Fact Check

Is 'Paint Thinner' Trisodium Phosphate Found in Cereals?

Trisodium phosphate is a common and safe additive used in small amounts in various foods, not a form of "paint thinner".

Published Oct. 14, 2014

 (Jennifer White Maxwell / Shutterstock.com)
Image Via Jennifer White Maxwell / Shutterstock.com
Claim:
Popular cereals (including Lucky Charms and Cheerios) contain "paint thinner" and pose a danger to children.

Fears over the presence of a chemical known as trisodium phosphate (or tribasic sodium phosphate; TSP) in cereals like Lucky Charms and Cheerios have been circulating on social media sites and message boards for years. While uncontroversially used as an additive in cereal since at least the 1950s, a popular picture highlighting Lucky Charms' ingredients was ultimately able to generate a recent bout of panic about its use:

The issue here is not whether these cereals contain TSP — they (and many other food items) do. The issue, similarly, is not whether TSP is used as a cleaning product — it is. The issue, instead, is whether or not a chemical used as a cleaning product can also be used safely as a food additive — it can.

An apt comparison for a number of reasons is the chemical sodium bicarbonate. This compound is used in heavy-duty cleaning, as an agent to de-tarnish silver, and even to extinguish fires. Sodium bicarbonate, however, is better known as baking soda, and it is instrumental as a leavening agent (something that makes dough rise) when baking, among other things, chocolate chip cookies.

TSP, too, can be used as a leavening agent, as both sodium bicarbonate and TSP react with acidic compounds present in dough to release carbon dioxide (creating air bubbles that cause the dough to rise). More relevant, but related to the same underlying chemistry, is the fact that both TSP and sodium carbonate can serve as buffering agents, which resist changes in pH.

In terms of food science, buffers are added to counter changes to pH caused by the addition of more acidic elements during the production of a food item. This helps to maintain texture and lengthen that product’s shelf-life. In terms of cleaning, an alkaline buffer like TSP is efficacious because it can retain a high pH—a useful trait for removing grime—even when it is diluted in water. More important, however, TSP’s use as a food buffering agent and its use as an industrial cleaning agent involve vastly different scales.
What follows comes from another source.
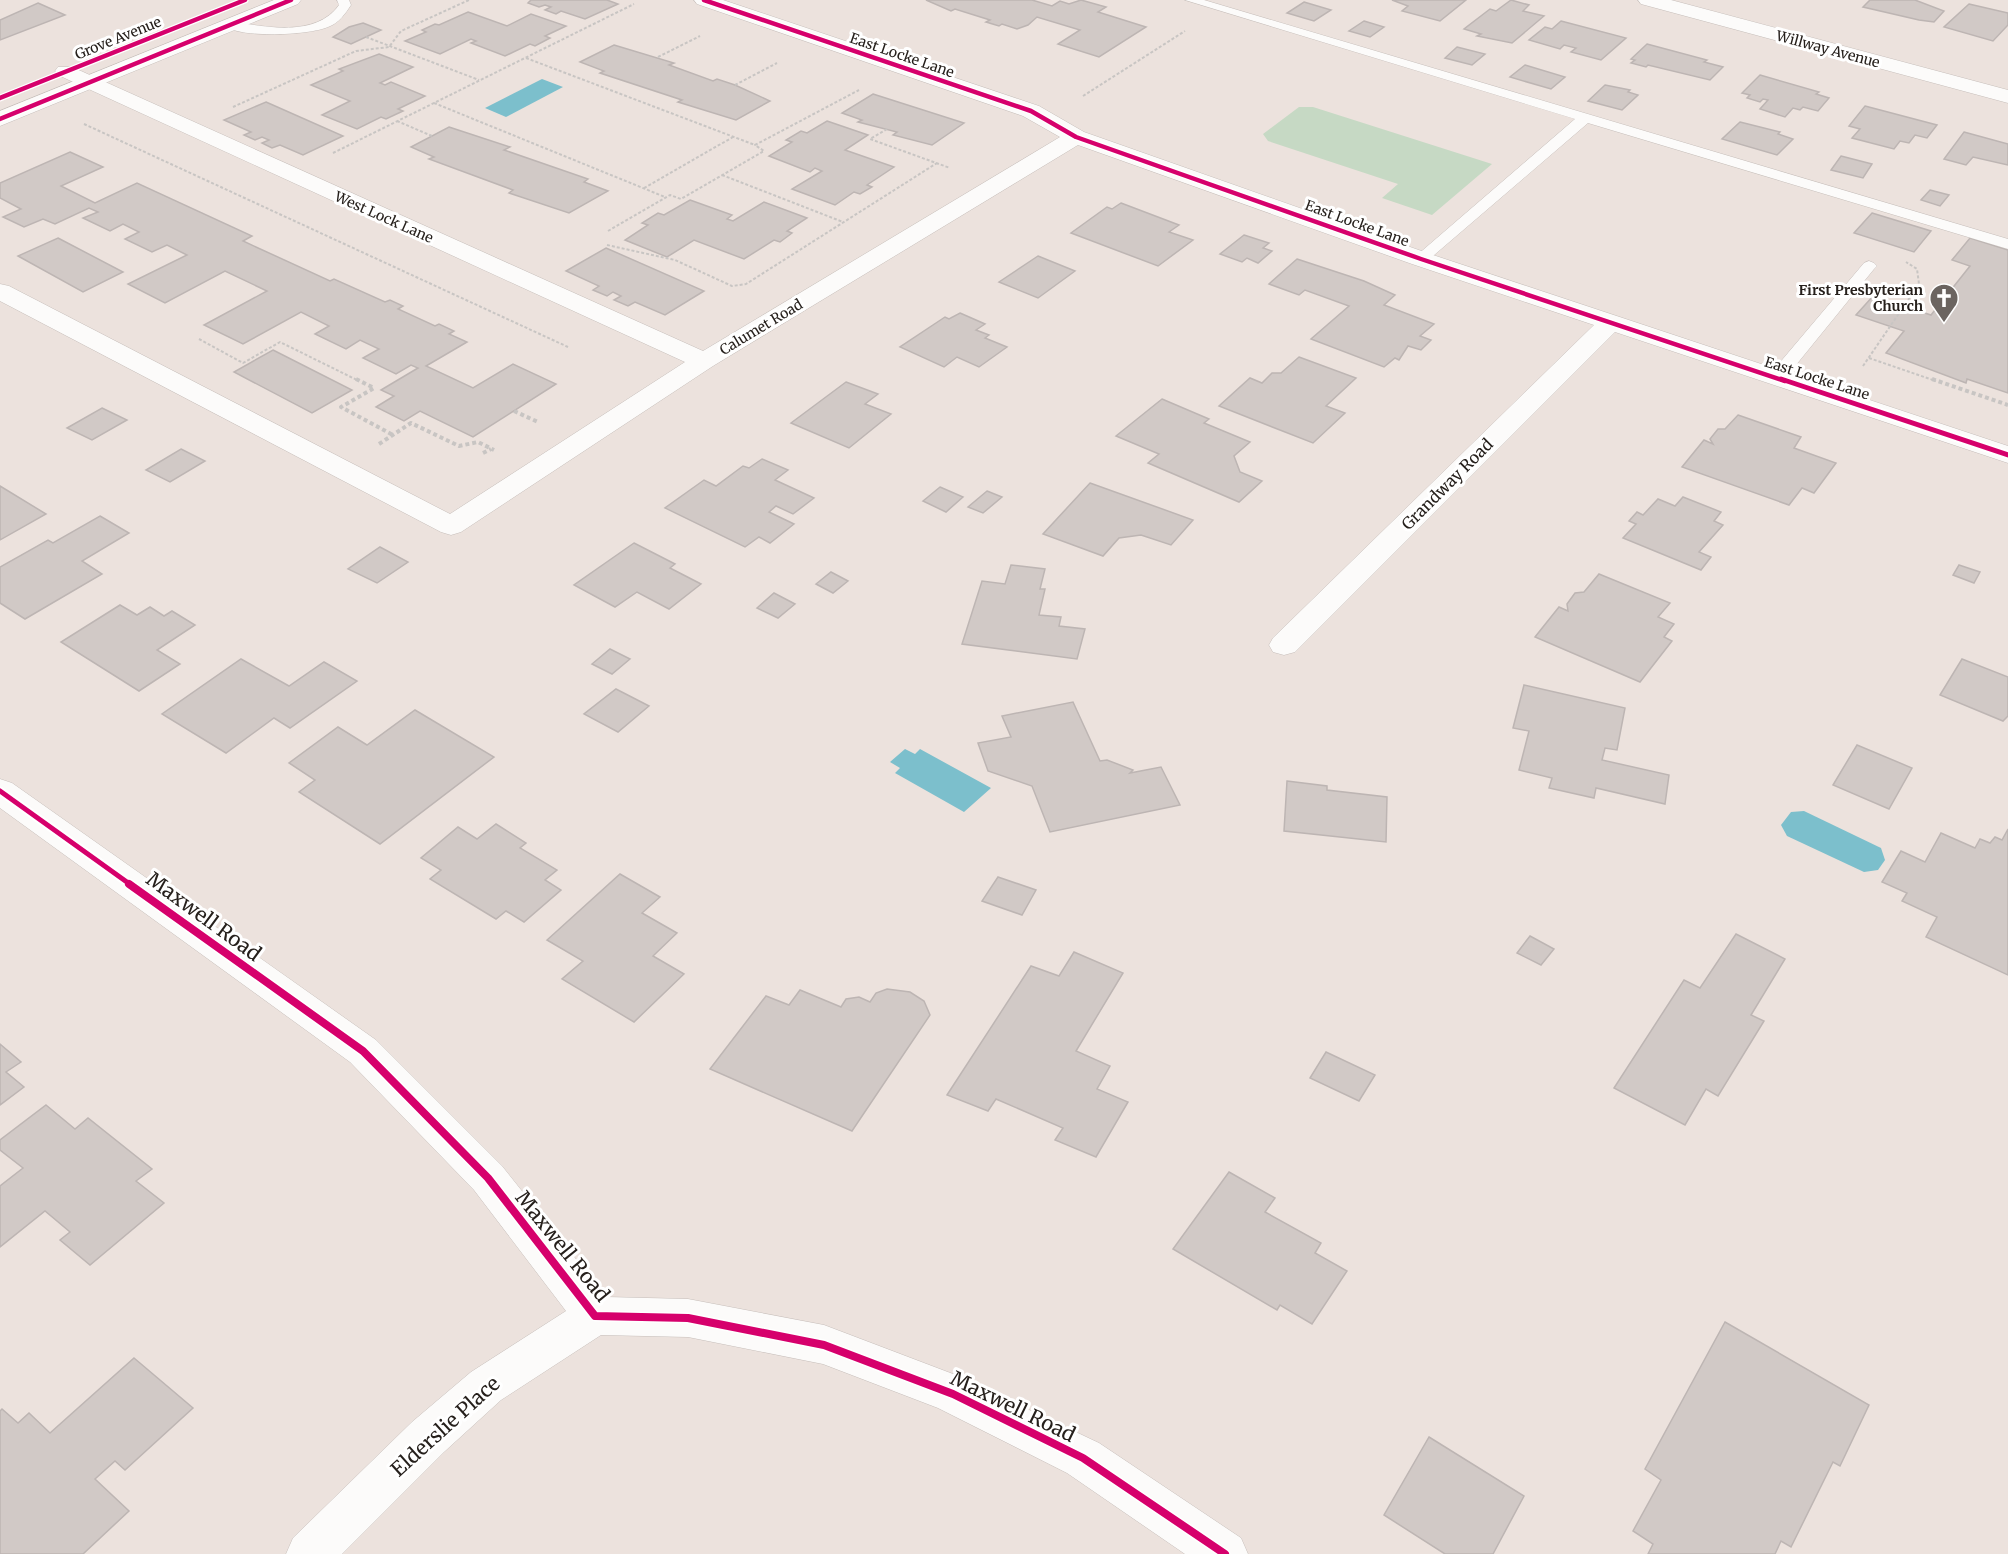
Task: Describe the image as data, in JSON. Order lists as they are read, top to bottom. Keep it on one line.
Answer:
{"streets":{"street":["Grove Avenue","Willway Avenue","East Locke Lane","West Lock Lane","Calumet Road","Grandway Road","Maxwell Road","Elderslie Place"]},"crossings":[["Grove Avenue","West Lock Lane"],["East Locke Lane","Calumet Road"],["East Locke Lane","Grandway Road"],["West Lock Lane","Calumet Road"],["Maxwell Road","Elderslie Place"]],"places":{"church":["First Presbyterian Church"]}}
When sold as an industrial product for heavy-duty cleaning or paint-removal, TSP generally comes as a water soluble powder that, when mixed as indicated for cleaning, produces a high pH comparable to bleach. A typical solution for heavy duty cleaning is ½ cup of TSP dissolved in 2 gallons of water — equivalent to about 300 grams of TSP. This is a massive amount, considering that a regular box of Cheerios (all ingredients included) contains just over 300 grams of food in total.
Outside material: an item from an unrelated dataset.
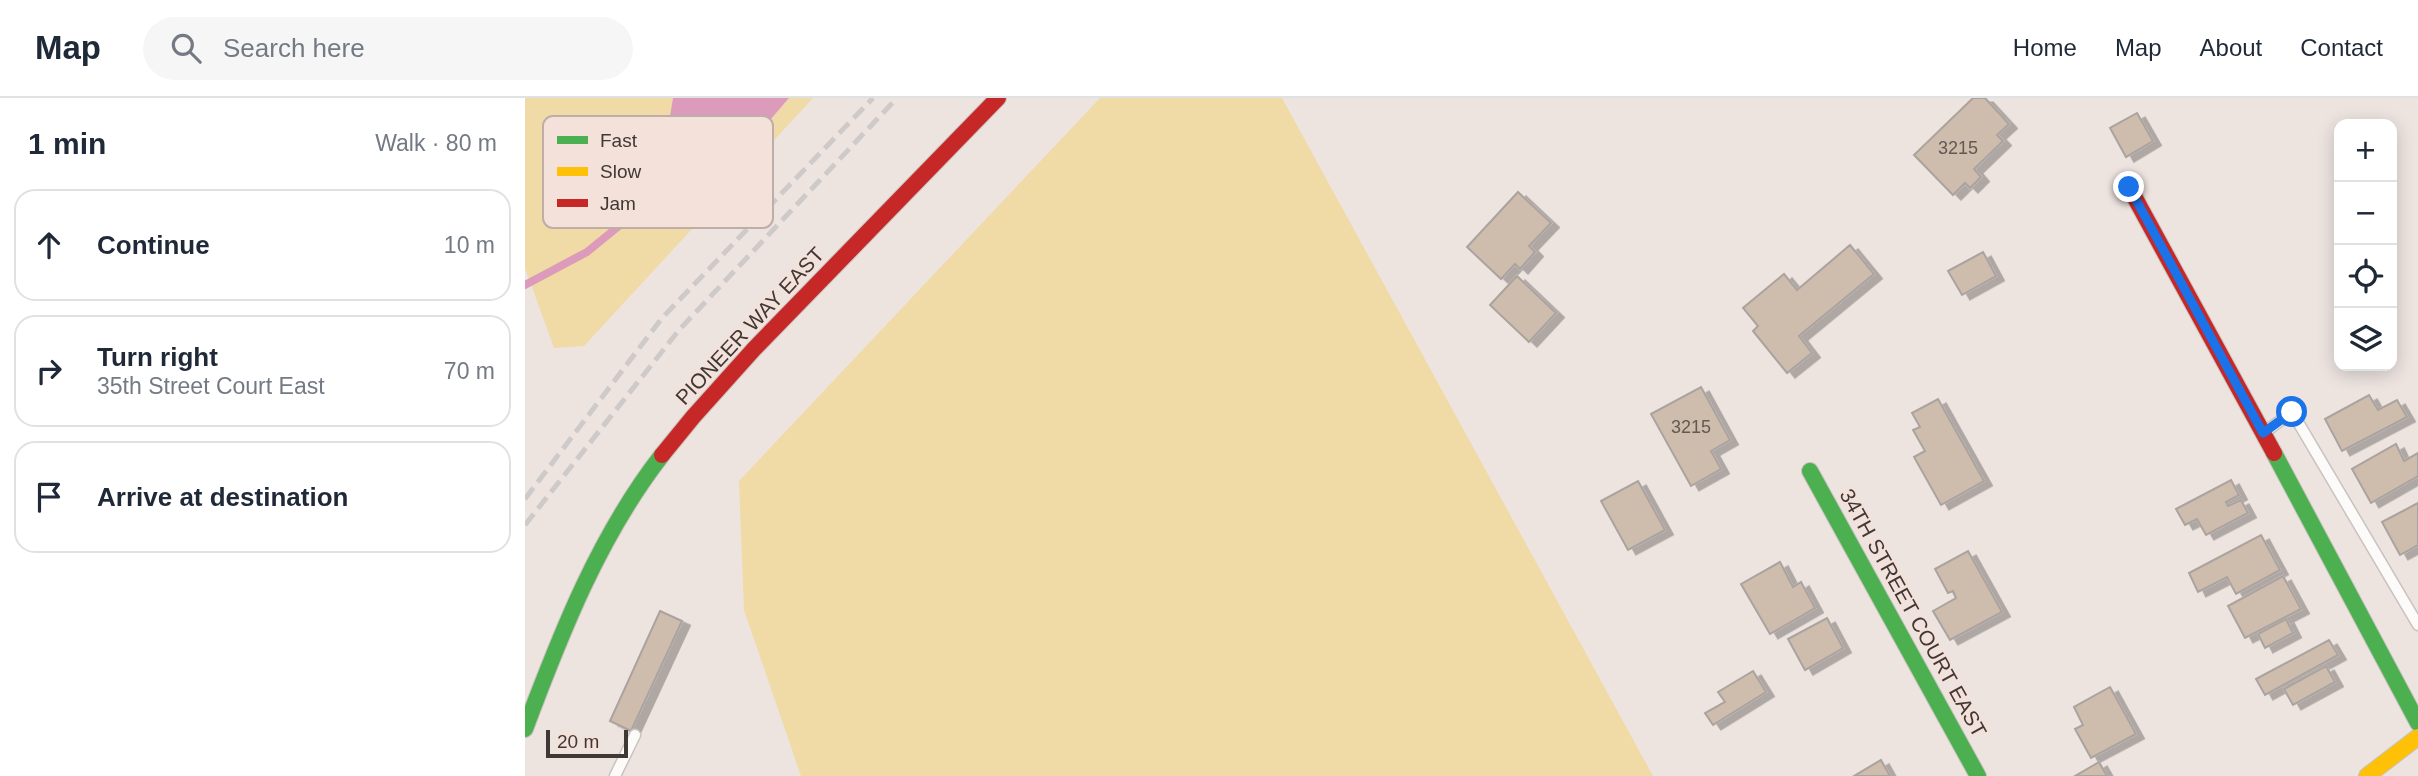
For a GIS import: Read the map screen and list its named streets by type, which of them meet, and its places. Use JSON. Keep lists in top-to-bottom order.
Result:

That higher amount, in part, gives TSP the chemical properties needed to act as a reliable cleaning agent while also imparting a modicum of physical risk, both attributable to its high pH. But at the amounts found in food as an additive, there is no impact on human health whatsoever. Even if it were found in higher concentrations in cereal, TSP’s risk to humans  would not be through its inherent toxicity or carcinogenicity, but by upsetting the balance of other minerals in your body such as calcium, as described by the FDA:

It is the opinion of the Select Committee that the Ca:P ratio of the diet is important, especially if it varies substantially from 1:1 owing to the relatively high intake of phosphorus. [...] In laboratory animals and presumably in man, nutritional secondary hyperparathyroidism and bone resorption may be induced when the diet furnishes an otherwise adequate amount of calcium but excessive levels of phosphorus.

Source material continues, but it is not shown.